Called the Steric exclusion localisation function (Self), the method is based on the Pauli exclusion principle, a quantum effect that forbids two electrons with the same spin from occupying the same space. ‘This exclusion constraint has a cost: extra kinetic energy,’ explains Hénon. Self calculates that extra kinetic energy, which is closely correlated to steric effects.

The method can produce 3D maps showing exactly where steric interactions play a role: ‘Being based on real quantum-mechanics calculations, rather than just measuring geometric distances between approaching molecules, is crucial. Our approach captures subtle effects that simple geometry misses, like the fact that repulsion isn’t the same in all directions around an atom,’ says Hénon.

Robert Paton, a computational organic chemist at Colorado State University in the US, says this method ‘moves towards a more correct picture of sterics … it distinguishes itself as instead of just giving you an energy value, they create a steric map.’

Indeed, a number of methods exist to probe steric effects, including energy‑based quantum‑mechanical methods and geometrical and classical methods, but they each have limitations. Energy decomposition analysis and symmetry-adapted perturbation theory can quantify Pauli repulsion but are often imprecise in showing where exactly the steric interaction is taking place, and which atoms are involved. And geometrical methods, although simple, tend to treat atoms like hard spheres with fixed sizes, failing to provide a realistic picture.

‘There are many different approaches to quantifying steric effects, most of which are socialised by showing that they correlate with other descriptors already in use,’ comments Natalie Fey, whose work at the University of Bristol in the UK involves computational studies of synthetically relevant organometallic catalysts. ‘However, the application to such diverse problems – organocatalysis, atropoisomerism – and comparison with Tolman parameters (incidentally well-known to be flawed and somewhat cumbersome to determine) with sensible results is interesting; easy visualisation is always useful, too.’

Hénon’s team tested Self on classical examples where steric interactions are often invoked to explain different outcomes.

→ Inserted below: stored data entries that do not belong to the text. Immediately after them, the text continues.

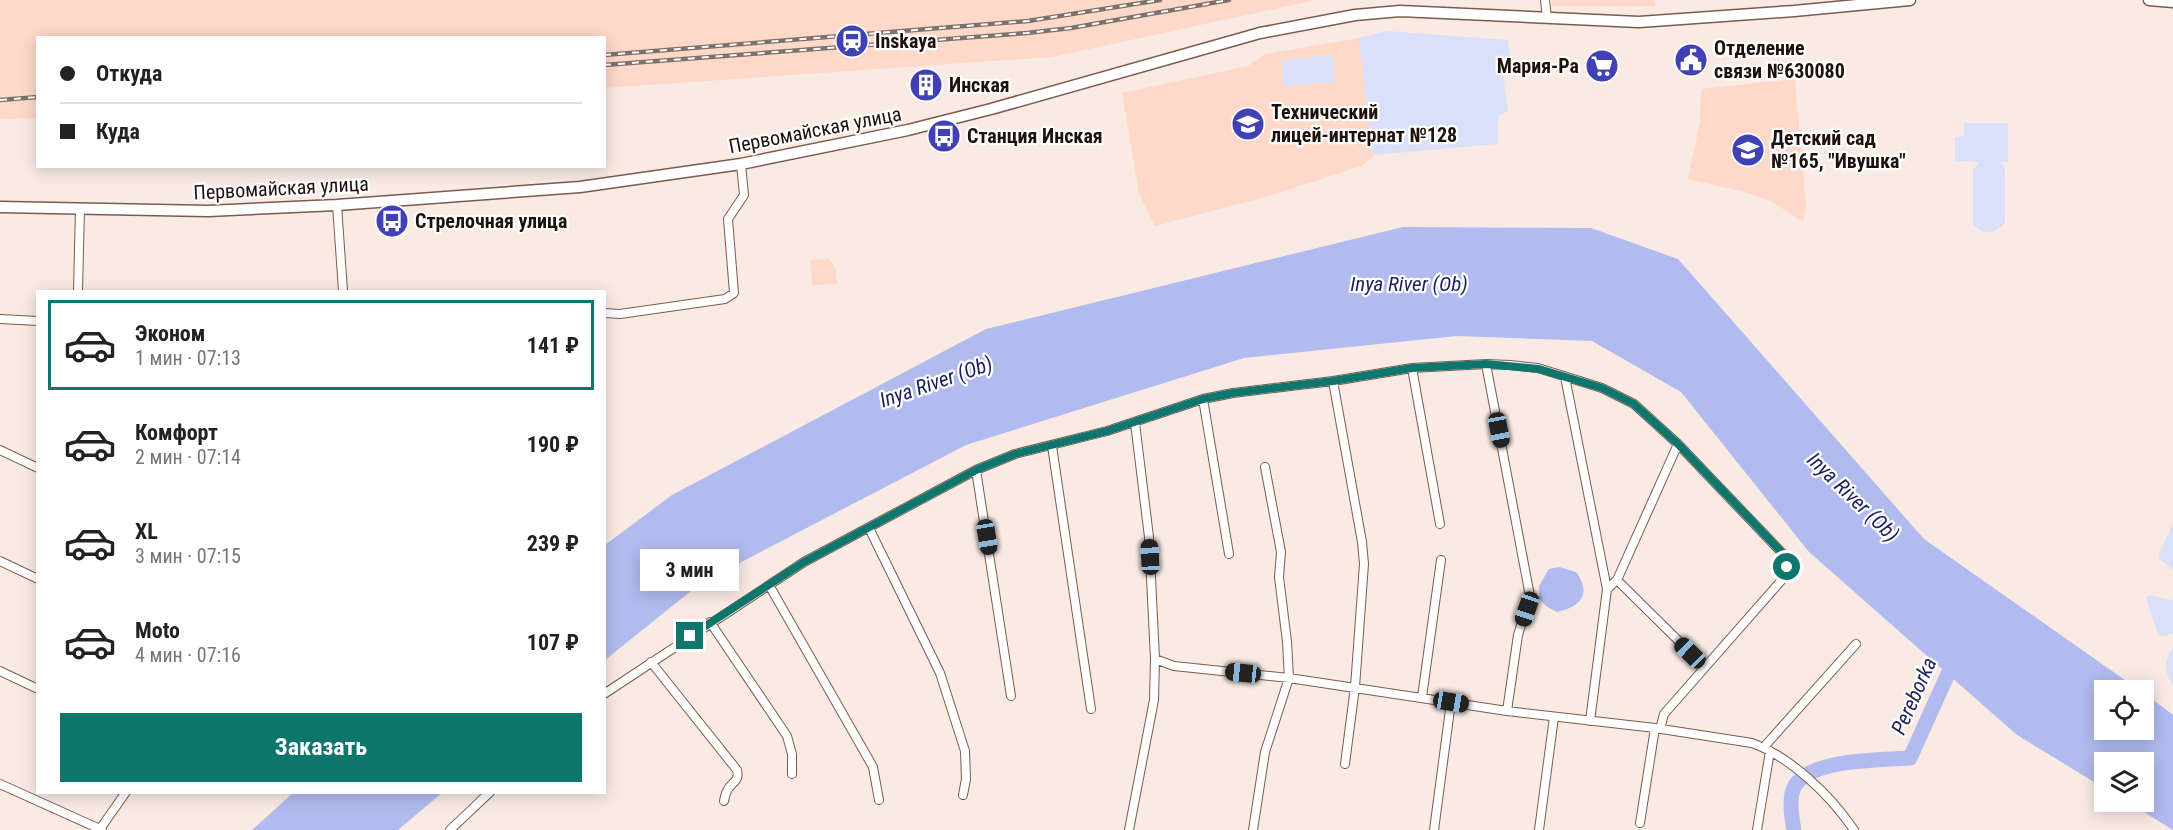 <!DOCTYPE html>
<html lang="ru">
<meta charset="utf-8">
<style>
:root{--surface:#fff;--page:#f6f6f6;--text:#222;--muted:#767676;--line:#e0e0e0;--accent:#0f766e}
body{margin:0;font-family:"Roboto Condensed",sans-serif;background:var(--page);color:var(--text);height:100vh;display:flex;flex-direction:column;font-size:22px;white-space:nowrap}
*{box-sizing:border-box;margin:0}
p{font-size:20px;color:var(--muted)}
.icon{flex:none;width:33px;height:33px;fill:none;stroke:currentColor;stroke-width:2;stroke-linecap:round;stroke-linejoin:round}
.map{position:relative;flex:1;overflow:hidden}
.sheet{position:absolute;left:36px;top:290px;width:570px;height:504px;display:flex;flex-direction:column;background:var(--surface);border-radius:0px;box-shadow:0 3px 15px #0003}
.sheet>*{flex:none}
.hud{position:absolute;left:36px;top:36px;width:570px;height:132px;border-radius:0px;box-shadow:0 3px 15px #0003;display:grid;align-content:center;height:132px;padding:0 24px;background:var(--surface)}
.fabs{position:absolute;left:2094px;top:680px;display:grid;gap:12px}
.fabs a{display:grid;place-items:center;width:60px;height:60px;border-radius:0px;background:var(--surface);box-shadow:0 3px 15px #0003;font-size:30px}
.end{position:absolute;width:27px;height:27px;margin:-14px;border:8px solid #0f766e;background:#fff;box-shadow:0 0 0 3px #fff}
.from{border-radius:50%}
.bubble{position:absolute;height:42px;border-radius:0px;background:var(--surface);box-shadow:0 3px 15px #0003;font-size:20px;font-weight:700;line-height:42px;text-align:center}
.car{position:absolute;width:18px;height:36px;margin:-18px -9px;border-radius:8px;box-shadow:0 0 4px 2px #0007;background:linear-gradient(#222 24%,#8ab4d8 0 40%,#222 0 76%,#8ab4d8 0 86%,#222 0)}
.hud b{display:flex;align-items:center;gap:21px;height:57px;font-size:22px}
.hud b+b{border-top:2px solid var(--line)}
.hud i{width:15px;height:15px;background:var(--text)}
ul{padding:10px 0 0;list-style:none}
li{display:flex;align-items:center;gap:18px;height:90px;margin:0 12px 9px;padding:0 12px;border:3px solid transparent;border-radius:0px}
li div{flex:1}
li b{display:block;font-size:22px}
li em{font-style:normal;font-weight:700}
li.on{border-color:var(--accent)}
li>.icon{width:54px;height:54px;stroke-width:1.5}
.action{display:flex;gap:12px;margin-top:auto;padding:12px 24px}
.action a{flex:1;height:69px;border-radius:0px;background:var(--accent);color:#fff;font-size:24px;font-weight:700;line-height:69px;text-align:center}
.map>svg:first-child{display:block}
</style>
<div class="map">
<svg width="2173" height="830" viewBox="0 0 2173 830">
<rect width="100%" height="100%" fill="#faeae4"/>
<path fill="#fed8c9" d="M0 0H1316L1052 57 605 88 604 38H38L37 118 0 119Z
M1552 0H1655V6H1552Z
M1359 38 1373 157 1361 166 1269 196 1155 226 1139 193 1122 93 1248 66 1265 54Z
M1795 79 1806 206 1803 222 1772 202 1745 192 1688 179 1700 122 1701 89Z
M829 259 836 269 837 284 812 285 810 260Z"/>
<path fill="#dadffa" d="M1387 31 1508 40 1512 67 1502 69 1508 110 1498 117V144L1373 155 1359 38Z
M1333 55 1335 81 1284 87 1281 61Z
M1964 123H2008V162H1998L2004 166 2005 171V222C1998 234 1981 236 1973 224V170L1979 162 1955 161V137L1964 136Z
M2173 523V569L2160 560 2159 554Z
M2148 595 2173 600V633L2165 636H2159L2146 599Z
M2173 647V685C2163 671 2164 661 2173 647Z"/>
<path fill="#b1bbef" d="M1403 227 1591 228 1678 259 1924 539 2139 690H2104V729H2144V693L2173 715V830L2126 801H2144V762H2104V788L2017 735 1809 552 1681 392 1592 341 1457 336 1244 358 966 445 701 583 605 660V545L672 495 986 329Z
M1559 567 1576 572C1592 594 1581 607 1557 612L1546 606 1539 599V586L1549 569Z
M294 792H443L398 830H252Z"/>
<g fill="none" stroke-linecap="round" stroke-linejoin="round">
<path stroke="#b1bbef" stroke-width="15" d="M1794 830C1792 820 1790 804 1792 793 1800 758 1881 760 1910 758L1956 656"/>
<g stroke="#7c5b4d" stroke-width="10">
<path id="minor" d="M1545 0 1547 18
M337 205 343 291
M78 291 80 208
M604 313 620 314 725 299 734 293 728 219 744 195 741 164
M0 319 38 321
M1486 364 1530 596 1518 635 1507 711
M1412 368 1440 524
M1565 377 1607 589
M1333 381 1362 542 1364 564 1355 687 1345 764
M1203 399 1229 554
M1135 423 1149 537 1155 659 1174 666 1289 678 1507 711 1655 728 1752 743C1791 757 1831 796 1854 830
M1052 446 1091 709
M0 450 38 468
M976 470 1011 696
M869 528 940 673 965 751 966 779 963 795
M0 561 38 579
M1617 580 1705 667
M769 585 873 767 879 800
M710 622 787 736 792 754V774
M651 662 737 770C740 783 731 781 727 791 725 794 725 798 724 801
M0 671 38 689
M604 694 804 562 976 470 1015 454 1107 431 1203 399 1233 393 1333 381 1412 368 1486 364 1510 365 1538 368 1602 388 1634 404 1678 444 1784 555 1787 567V574L1664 714 1660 729
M1422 697 1441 560
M1590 721 1607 589 1617 580 1678 444
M1764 747 1856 644
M0 784 102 830
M1640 823 1655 728
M100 829 126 792
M450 830 490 792
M1129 830 1154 700 1155 659
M1253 830 1265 752 1289 678 1287 642 1279 577 1281 552 1265 467
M1434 830 1451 702
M1539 830 1554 717
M1757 830 1770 751"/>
</g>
<g stroke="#7c5b4d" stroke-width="13">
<path id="secondary" d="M2149 0 2173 2
M0 207 208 211 337 205 580 187 741 164 908 130 991 109 1260 33 1355 15 1400 11 1639 22 1794 11 1910 0"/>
</g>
<use href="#minor" stroke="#fff" stroke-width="8"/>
<use href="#secondary" stroke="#fff" stroke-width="10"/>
<g stroke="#7f706b" stroke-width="4.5">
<path id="rail" d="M604 55 1028 21 1160 0
M604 65 1027 33 1071 28 1229 0
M0 100 38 97"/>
</g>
<use href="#rail" stroke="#fff" stroke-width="2" stroke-dasharray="7" stroke-linecap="butt"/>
</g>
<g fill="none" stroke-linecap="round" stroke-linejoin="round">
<path stroke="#0f766e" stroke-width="8" d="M690 636 804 562 976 470 1015 454 1107 431 1203 399 1233 393 1333 381 1412 368 1486 364 1539 369 1602 388 1634 404 1678 444 1769 539 1784 555 1787 567"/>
</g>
<defs>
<g id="station-disc" transform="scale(1.725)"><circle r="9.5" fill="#4141b6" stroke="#fff"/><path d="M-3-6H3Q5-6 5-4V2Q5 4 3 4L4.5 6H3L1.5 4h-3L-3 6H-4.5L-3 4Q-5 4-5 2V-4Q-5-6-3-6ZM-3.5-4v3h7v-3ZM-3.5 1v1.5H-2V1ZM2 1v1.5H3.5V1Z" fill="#fff"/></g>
<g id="civic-disc" transform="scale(1.725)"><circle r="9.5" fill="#4141b6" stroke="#fff"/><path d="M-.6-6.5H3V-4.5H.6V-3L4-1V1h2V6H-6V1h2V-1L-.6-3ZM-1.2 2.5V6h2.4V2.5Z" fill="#fff"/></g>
<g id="supermarket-disc" transform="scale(1.725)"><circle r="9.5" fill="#4141b6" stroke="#fff"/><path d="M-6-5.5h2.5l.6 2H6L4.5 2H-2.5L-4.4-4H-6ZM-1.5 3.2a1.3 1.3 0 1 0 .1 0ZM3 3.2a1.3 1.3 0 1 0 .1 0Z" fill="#fff"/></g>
<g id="building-disc" transform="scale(1.725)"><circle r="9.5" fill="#4141b6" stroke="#fff"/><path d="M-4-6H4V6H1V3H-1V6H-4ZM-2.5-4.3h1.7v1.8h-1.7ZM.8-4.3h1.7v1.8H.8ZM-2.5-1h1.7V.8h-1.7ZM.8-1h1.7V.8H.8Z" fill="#fff"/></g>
<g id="school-disc" transform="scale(1.725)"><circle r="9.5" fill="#4141b6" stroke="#fff"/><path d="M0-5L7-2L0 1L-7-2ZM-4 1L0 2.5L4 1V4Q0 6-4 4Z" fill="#fff"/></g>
<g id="bus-disc" transform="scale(1.725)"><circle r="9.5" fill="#4141b6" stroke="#fff"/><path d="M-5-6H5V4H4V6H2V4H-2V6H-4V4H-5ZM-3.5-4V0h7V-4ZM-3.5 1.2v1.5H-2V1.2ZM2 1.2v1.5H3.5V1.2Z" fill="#fff"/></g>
</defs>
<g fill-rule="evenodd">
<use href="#station-disc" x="852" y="41"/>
<use href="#civic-disc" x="1691" y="60"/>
<use href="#supermarket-disc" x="1602" y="66"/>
<use href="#building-disc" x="926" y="85"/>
<use href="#school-disc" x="1248" y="124"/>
<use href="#bus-disc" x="944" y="136"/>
<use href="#school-disc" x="1748" y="150"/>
<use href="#bus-disc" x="392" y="221"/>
</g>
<g text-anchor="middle" stroke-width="4.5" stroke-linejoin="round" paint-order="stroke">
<g font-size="20" font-weight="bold" fill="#1e110c" stroke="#fff" text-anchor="start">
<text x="875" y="48">Inskaya</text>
<text x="1714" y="55">Отделение<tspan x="1714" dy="23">связи №630080</tspan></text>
<text x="1579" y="73" text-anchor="end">Мария-Ра</text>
<text x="949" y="92">Инская</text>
<text x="1271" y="119">Технический<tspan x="1271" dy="23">лицей-интернат №128</tspan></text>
<text x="967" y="143">Станция Инская</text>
<text x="1771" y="145">Детский сад<tspan x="1771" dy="23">№165, "Ивушка"</tspan></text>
<text x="415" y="228">Стрелочная улица</text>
</g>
<g font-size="20" fill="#1e110c" stroke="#fff">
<text transform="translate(815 130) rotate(-11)" y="7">Первомайская улица</text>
<text transform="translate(281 188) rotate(-3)" y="7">Первомайская улица</text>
</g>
<g font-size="21" font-style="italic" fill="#1e205b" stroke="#fff">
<text x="1409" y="291">Inya River (Ob)</text>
<text transform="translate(936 382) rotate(-19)" y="7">Inya River (Ob)</text>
<text transform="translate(1853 497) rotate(44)" y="7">Inya River (Ob)</text>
<text transform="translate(1914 696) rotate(-66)" y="7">Pereborka</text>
</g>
</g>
</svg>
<div class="fabs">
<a><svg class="icon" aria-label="locate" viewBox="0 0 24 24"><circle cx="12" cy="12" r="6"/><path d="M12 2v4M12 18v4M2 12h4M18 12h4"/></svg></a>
<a><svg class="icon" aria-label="layers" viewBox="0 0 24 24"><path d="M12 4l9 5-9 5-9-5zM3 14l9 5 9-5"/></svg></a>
</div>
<i class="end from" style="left:1787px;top:567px"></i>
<i class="end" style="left:690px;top:636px"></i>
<div class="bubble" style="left:640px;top:549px;width:99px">3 мин</div>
<i class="car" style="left:1499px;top:430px;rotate:169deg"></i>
<i class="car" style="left:987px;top:537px;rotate:171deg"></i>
<i class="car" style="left:1150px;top:557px;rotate:357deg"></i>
<i class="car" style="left:1527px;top:609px;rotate:199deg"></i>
<i class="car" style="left:1690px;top:653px;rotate:314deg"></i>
<i class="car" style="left:1243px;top:673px;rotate:276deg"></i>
<i class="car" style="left:1451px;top:702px;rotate:99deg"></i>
<div class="hud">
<b><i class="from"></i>Откуда</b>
<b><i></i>Куда</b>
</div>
<section class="sheet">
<ul>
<li class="on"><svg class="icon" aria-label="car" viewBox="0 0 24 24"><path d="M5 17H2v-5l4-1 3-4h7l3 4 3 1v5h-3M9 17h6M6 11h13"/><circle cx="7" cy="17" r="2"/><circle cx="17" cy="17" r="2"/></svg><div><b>Эконом</b><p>1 мин · 07:13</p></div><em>141 ₽</em></li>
<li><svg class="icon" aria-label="car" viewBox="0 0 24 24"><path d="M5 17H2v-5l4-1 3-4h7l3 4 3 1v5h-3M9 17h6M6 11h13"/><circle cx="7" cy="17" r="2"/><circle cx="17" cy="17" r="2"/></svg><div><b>Комфорт</b><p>2 мин · 07:14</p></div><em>190 ₽</em></li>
<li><svg class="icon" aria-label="car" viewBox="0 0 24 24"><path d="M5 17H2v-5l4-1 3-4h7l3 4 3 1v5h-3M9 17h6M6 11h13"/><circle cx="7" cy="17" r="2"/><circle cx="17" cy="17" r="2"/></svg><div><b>XL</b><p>3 мин · 07:15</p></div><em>239 ₽</em></li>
<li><svg class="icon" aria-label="car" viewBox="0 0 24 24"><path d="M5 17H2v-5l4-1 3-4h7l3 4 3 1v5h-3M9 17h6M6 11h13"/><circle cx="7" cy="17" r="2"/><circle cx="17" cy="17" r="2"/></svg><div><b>Moto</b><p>4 мин · 07:16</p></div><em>107 ₽</em></li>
</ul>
<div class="action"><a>Заказать</a></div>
</section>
</div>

For example, they examined an organocatalysis reaction in which selectivity towards one product had been attributed to steric clashes between a mesityl group in the catalyst and a p-methoxyphenyl moiety in the reaction substrate. Self confirmed this hypothesis and also revealed additional, less obvious steric interactions.

Another system the team Self on was a set of Ni–phosphine complexes, where steric interactions often limit the accessibility of the phosphine ligand’s lone pair. The researchers found that their results correlated well with the traditional method to study this – Tolman’s angles – but also showed that the interaction between the nickel centre and the ligand is smaller than Tolman analysis suggests.

These insights could prove useful for chemists. As Paton notes, ‘you could imagine comparing many different ligands in a library with this tool and using it to, for example, characterise or understand performance, maybe even ligand design… ultimately, that will allow us to think about how we might design better and more efficient systems and reactions.’

Hénon highlights that Self also works inside molecules, not just between them. ‘Previous methods were designed for two separate molecules approaching each other. But what about rotation barriers within a single molecule. That’s intramolecular steric repulsion, and Self handles it naturally. Other methods struggle badly with this. This opens new perspectives.’

Fey, however, is cautious about the future impact of the work: ‘Time will tell – for now, it’s promising because of its theoretical rigour and easy visualisation, but Tolman parameters, for example, are incredibly well-established for organometallic catalysis, so it might take a while to see whether this truly adds value.’